Barita Investments Limited made its debut on the Jamaica Stock Ex-change (JSE) Thursday, three decades after its founding by Rita Humphries-Lewin.
The securities firm's 445,001,824 ordinary shares, which were listed at $2.50 per unit, will trade under the symbol BIL, while its 99,900,000 series 'A' preference shares will bear the symbol BILVPA, and its 'B' prefs, numbering 4,540,000, will trade as BILVP.
Each class of prefs was listed at $3.
The ordinary stock traded up 30 cents, or 12 per cent to $2.80, but traded flat Friday.
The listing follows an initial public offering in December that raised $420 million of equity capital for Barita, way short of its $1.1 billion target.
It is the seventh of the 11 broker members of the JSE to list, or whose parent operations are listed.
ja needs debt exchange
Humphries-Lewin, who chairs Barita and remains its principal shareholder, was upbeat about her company's prospects in 2010, despite the relatively low take-up of the IPO that was to fund the company's expansion.
Speaking more broadly on the Jamaican economy, Humphries-Lewin, who founded Barita in 1977, offered support for the new Jamaica Debt-Exchange programme.
"We needed the debt exchange badly," she said.
"We know we will have to make some adjustments in the beginning. But, we can't continue to borrow to pay our bills. In the industry, every-body is in support.
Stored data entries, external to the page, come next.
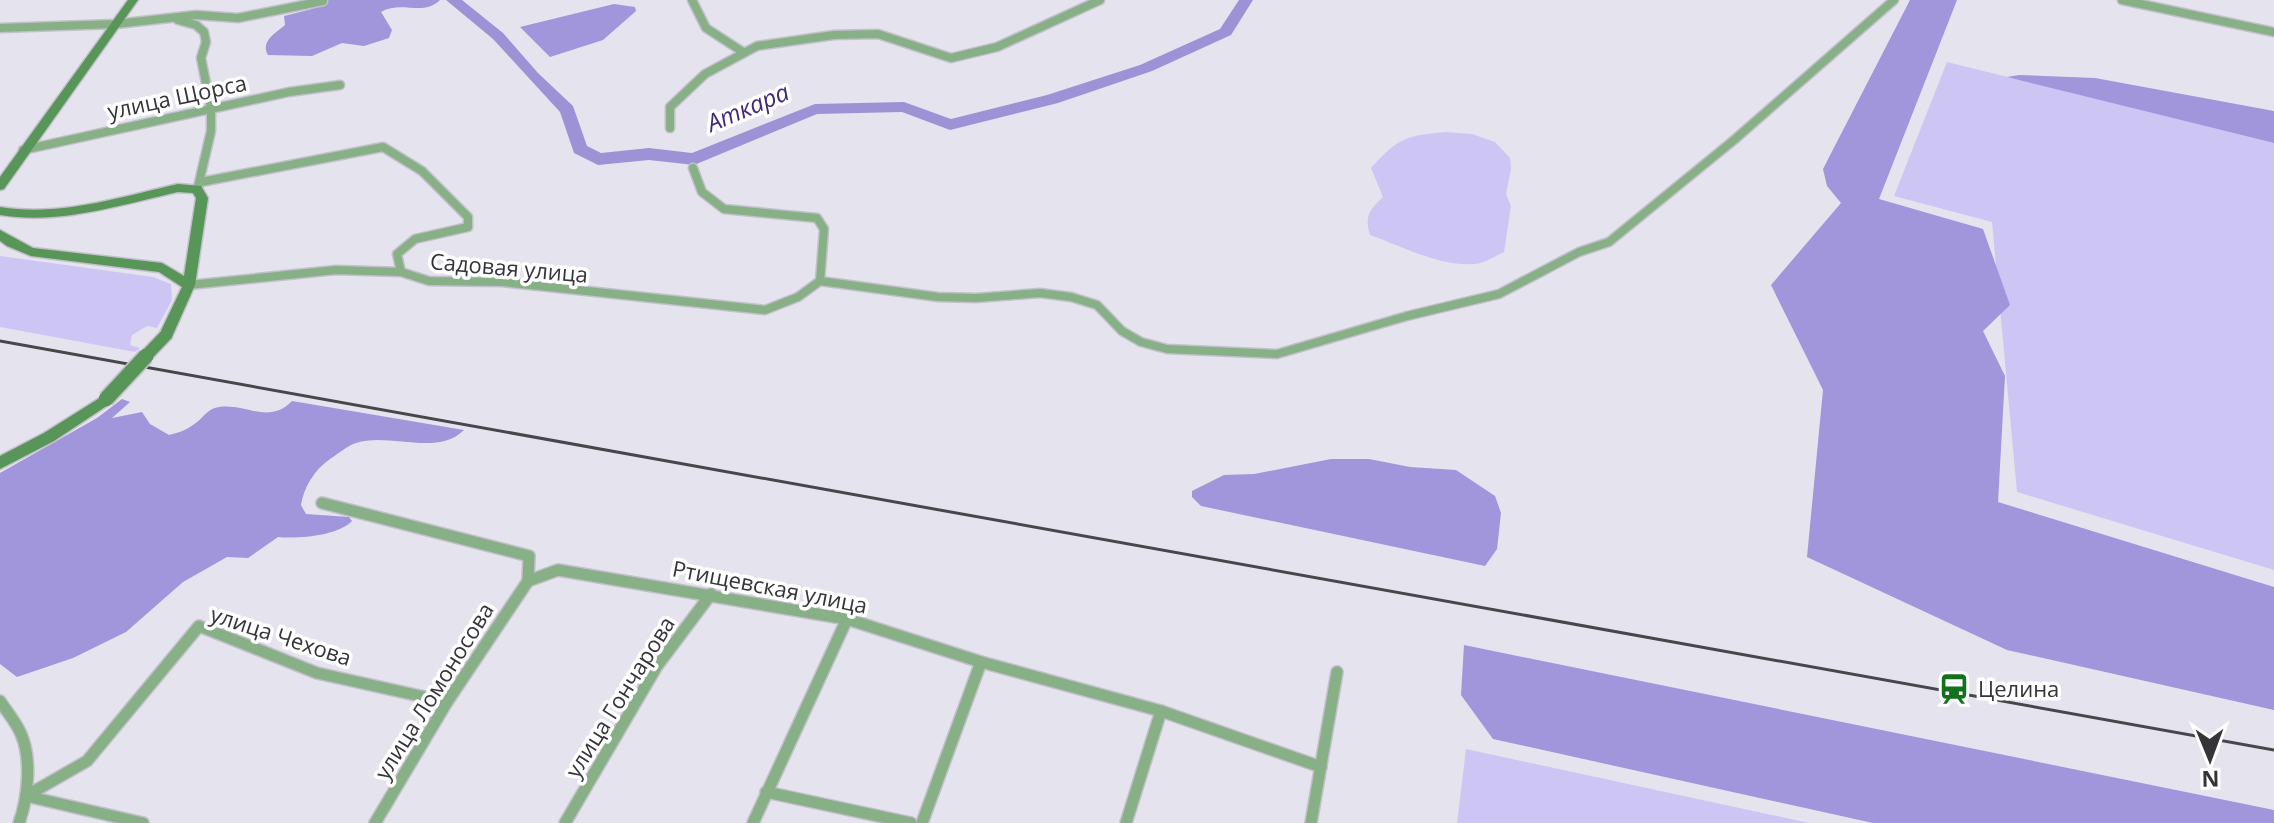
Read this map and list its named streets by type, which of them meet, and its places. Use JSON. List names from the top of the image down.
{
  "streets": {
    "street": [
      "улица Щорса",
      "Садовая улица",
      "Ртищевская улица",
      "улица Чехова",
      "улица Ломоносова",
      "улица Гончарова"
    ]
  },
  "crossings": [
    ["Ртищевская улица", "улица Ломоносова"],
    ["Ртищевская улица", "улица Гончарова"],
    ["улица Чехова", "улица Ломоносова"]
  ],
  "water": ["Аткара"],
  "places": {
    "station": ["Целина"]
  },
  "north": "bottom"
}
You recognise that if there is no change we will suffer in the long run."
Lewin said the take-up of the Barita IPO was enough to satisfy stock exchange rules of a minimum 20 per cent public ownership, with 22.5 per cent of ordinary shares 100 per cent of preference shares now held by minority partners.
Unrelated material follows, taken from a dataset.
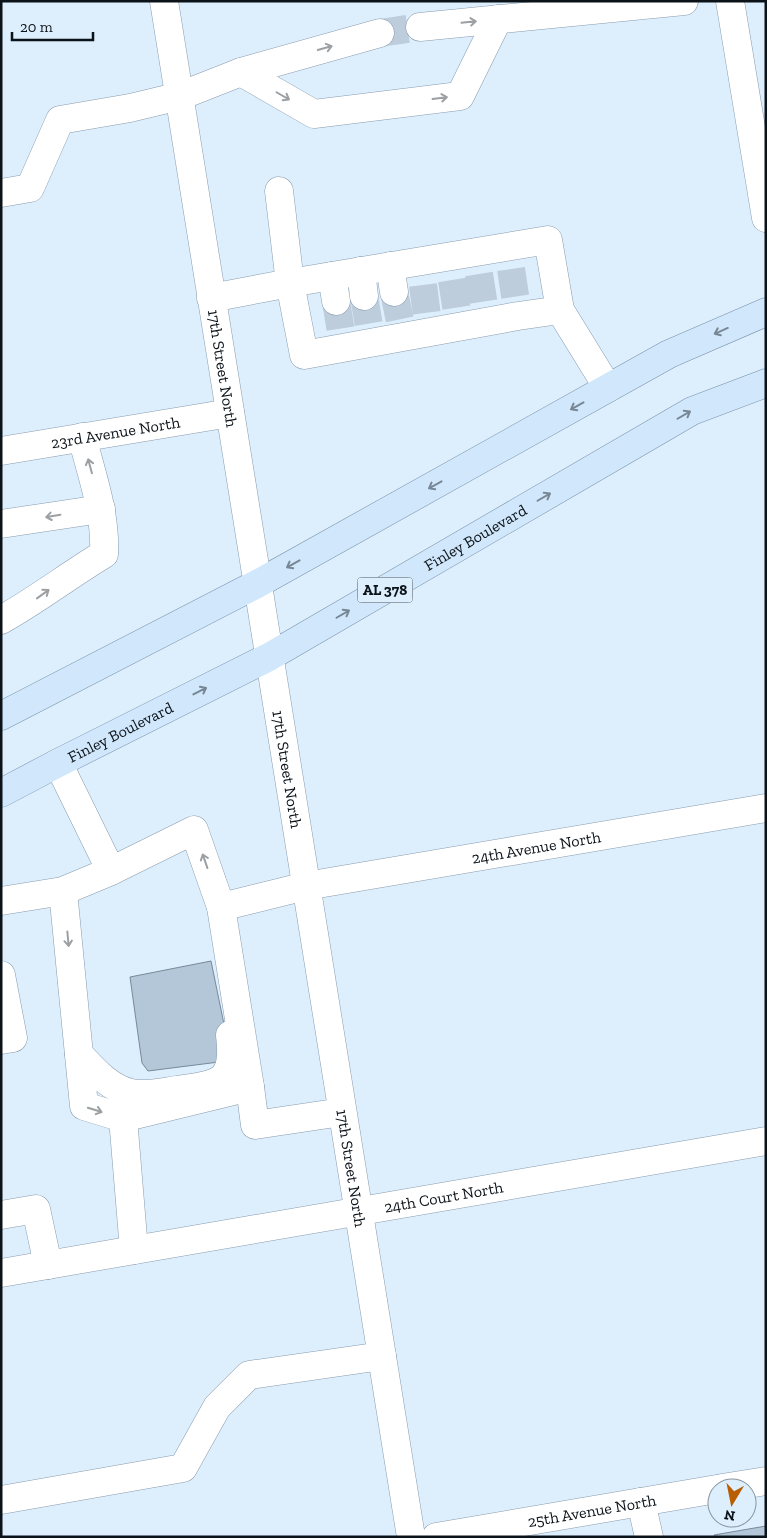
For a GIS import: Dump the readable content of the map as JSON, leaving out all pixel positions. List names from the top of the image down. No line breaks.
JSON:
{"streets":{"main road":["Finley Boulevard","AL 378"],"street":["17th Street North","23rd Avenue North","24th Avenue North","24th Court North","25th Avenue North"]},"crossings":[["17th Street North","23rd Avenue North"],["17th Street North","Finley Boulevard"],["17th Street North","24th Avenue North"],["17th Street North","24th Court North"]],"scale_bar":"20 m","north":"bottom"}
Humphries-Lewin said the limited take-up of the share offer would not affect the company's plans to expand its unit trust offerings, develop individual retire accounts (IRAs) and trading in foreign securities.
She added that the company had the option of going back to the market, or securing capital by other means.
"Capital is easy to come by," said Humphries-Lewin, adding that the IPO was not so much about raising money for the firm but to gain that 20 per cent equity participation required to list.
The company currently has $11.8 billion in assets and an $849 million capital base.
Barita's capital adequacy ratio now stands at 54 per cent, five-fold the 10 per cent required by the Financial Services Commission, and a capital ratio of 91 per cent, or nearly two times the 50 per cent tier one capital requirement.